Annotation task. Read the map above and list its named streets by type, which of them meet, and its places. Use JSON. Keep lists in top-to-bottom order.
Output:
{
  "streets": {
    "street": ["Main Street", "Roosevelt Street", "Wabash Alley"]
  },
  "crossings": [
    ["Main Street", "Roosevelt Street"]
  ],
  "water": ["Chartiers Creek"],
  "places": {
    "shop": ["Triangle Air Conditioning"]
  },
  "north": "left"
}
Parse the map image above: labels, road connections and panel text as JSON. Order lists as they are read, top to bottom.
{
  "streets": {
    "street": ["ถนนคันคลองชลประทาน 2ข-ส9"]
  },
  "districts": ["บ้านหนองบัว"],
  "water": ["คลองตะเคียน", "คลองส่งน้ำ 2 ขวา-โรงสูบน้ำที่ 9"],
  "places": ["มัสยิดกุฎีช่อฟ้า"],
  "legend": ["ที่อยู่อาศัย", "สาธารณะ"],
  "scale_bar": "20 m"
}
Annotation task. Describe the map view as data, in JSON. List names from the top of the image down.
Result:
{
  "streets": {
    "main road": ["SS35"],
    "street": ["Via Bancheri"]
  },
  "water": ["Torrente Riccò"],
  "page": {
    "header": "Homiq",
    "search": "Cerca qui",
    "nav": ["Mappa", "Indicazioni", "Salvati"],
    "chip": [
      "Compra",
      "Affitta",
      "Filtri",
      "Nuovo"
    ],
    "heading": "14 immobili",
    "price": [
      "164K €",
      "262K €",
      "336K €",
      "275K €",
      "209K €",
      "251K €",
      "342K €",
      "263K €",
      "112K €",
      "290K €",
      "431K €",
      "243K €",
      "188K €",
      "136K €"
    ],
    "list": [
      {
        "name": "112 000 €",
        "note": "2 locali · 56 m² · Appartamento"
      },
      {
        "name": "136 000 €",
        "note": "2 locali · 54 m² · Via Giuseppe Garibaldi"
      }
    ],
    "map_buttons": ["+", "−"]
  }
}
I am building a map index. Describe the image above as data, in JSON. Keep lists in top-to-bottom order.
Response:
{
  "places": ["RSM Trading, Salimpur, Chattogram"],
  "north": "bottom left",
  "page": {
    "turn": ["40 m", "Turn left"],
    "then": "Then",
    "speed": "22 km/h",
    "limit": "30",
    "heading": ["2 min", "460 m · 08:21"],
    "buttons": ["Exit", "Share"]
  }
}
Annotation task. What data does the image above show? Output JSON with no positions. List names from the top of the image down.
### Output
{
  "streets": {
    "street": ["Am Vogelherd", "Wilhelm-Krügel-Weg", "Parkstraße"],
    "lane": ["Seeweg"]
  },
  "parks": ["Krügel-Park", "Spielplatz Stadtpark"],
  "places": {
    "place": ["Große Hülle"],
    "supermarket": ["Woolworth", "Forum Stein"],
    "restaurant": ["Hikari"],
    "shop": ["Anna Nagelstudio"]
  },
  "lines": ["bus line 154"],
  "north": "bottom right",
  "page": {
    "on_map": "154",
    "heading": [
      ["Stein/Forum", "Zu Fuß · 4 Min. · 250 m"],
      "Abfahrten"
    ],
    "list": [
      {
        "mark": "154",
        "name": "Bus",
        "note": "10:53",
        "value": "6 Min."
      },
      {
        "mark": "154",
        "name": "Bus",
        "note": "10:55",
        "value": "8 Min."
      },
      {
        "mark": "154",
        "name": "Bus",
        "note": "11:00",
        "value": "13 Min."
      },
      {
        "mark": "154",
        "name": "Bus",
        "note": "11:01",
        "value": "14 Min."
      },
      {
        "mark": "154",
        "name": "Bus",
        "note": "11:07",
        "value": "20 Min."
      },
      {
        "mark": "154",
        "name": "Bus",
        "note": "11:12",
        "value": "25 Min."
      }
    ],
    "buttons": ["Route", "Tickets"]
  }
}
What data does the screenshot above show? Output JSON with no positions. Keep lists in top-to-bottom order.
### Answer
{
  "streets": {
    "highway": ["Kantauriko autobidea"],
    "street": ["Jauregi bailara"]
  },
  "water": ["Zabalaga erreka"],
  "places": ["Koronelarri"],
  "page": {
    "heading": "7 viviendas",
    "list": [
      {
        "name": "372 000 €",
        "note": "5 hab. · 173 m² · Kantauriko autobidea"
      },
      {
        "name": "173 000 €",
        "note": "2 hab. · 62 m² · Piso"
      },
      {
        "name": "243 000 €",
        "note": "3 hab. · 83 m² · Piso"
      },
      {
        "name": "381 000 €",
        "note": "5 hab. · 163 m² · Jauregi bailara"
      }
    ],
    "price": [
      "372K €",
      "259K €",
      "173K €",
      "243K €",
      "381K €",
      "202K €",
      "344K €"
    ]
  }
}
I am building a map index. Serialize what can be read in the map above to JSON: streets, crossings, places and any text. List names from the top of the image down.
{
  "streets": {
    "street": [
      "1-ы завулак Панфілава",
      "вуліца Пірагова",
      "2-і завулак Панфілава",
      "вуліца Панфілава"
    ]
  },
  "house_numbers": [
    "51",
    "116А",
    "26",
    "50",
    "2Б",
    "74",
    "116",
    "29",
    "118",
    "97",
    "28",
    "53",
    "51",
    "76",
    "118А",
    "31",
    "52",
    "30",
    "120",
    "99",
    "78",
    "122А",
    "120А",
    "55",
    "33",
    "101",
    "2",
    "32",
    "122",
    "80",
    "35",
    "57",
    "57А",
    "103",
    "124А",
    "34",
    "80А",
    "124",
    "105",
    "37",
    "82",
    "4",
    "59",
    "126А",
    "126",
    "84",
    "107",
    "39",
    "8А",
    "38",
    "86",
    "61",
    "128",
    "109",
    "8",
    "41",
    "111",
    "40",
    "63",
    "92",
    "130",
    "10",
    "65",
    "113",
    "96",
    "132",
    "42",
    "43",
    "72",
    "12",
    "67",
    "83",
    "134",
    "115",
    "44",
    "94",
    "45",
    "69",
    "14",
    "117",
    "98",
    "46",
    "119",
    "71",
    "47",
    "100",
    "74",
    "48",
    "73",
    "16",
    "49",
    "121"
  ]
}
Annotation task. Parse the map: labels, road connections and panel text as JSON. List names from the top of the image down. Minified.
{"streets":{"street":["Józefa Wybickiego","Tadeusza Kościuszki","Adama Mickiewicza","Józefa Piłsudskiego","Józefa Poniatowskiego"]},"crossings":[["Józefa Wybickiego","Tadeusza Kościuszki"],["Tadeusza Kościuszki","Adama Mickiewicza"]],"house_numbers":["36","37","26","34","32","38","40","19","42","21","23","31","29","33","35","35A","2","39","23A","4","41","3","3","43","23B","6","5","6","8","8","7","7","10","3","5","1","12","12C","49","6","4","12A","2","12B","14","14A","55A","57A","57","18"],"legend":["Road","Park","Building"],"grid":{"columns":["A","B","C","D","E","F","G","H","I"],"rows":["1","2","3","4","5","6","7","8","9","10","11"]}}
******************************
### ABOUT THIS TASK
Lines after the one containing "Annotation task. Describe" are not wanted; repeat exactly each line above from the first up to and including it.

### ANSWER TO THE EXERCISE
Annotation task. Read the map above and list its named streets by type, which of them meet, and its places. Use JSON. Keep lists in top-to-bottom order.
Output:
{
  "streets": {
    "street": ["Main Street", "Roosevelt Street", "Wabash Alley"]
  },
  "crossings": [
    ["Main Street", "Roosevelt Street"]
  ],
  "water": ["Chartiers Creek"],
  "places": {
    "shop": ["Triangle Air Conditioning"]
  },
  "north": "left"
}
Parse the map image above: labels, road connections and panel text as JSON. Order lists as they are read, top to bottom.
{
  "streets": {
    "street": ["ถนนคันคลองชลประทาน 2ข-ส9"]
  },
  "districts": ["บ้านหนองบัว"],
  "water": ["คลองตะเคียน", "คลองส่งน้ำ 2 ขวา-โรงสูบน้ำที่ 9"],
  "places": ["มัสยิดกุฎีช่อฟ้า"],
  "legend": ["ที่อยู่อาศัย", "สาธารณะ"],
  "scale_bar": "20 m"
}
Annotation task. Describe the map view as data, in JSON. List names from the top of the image down.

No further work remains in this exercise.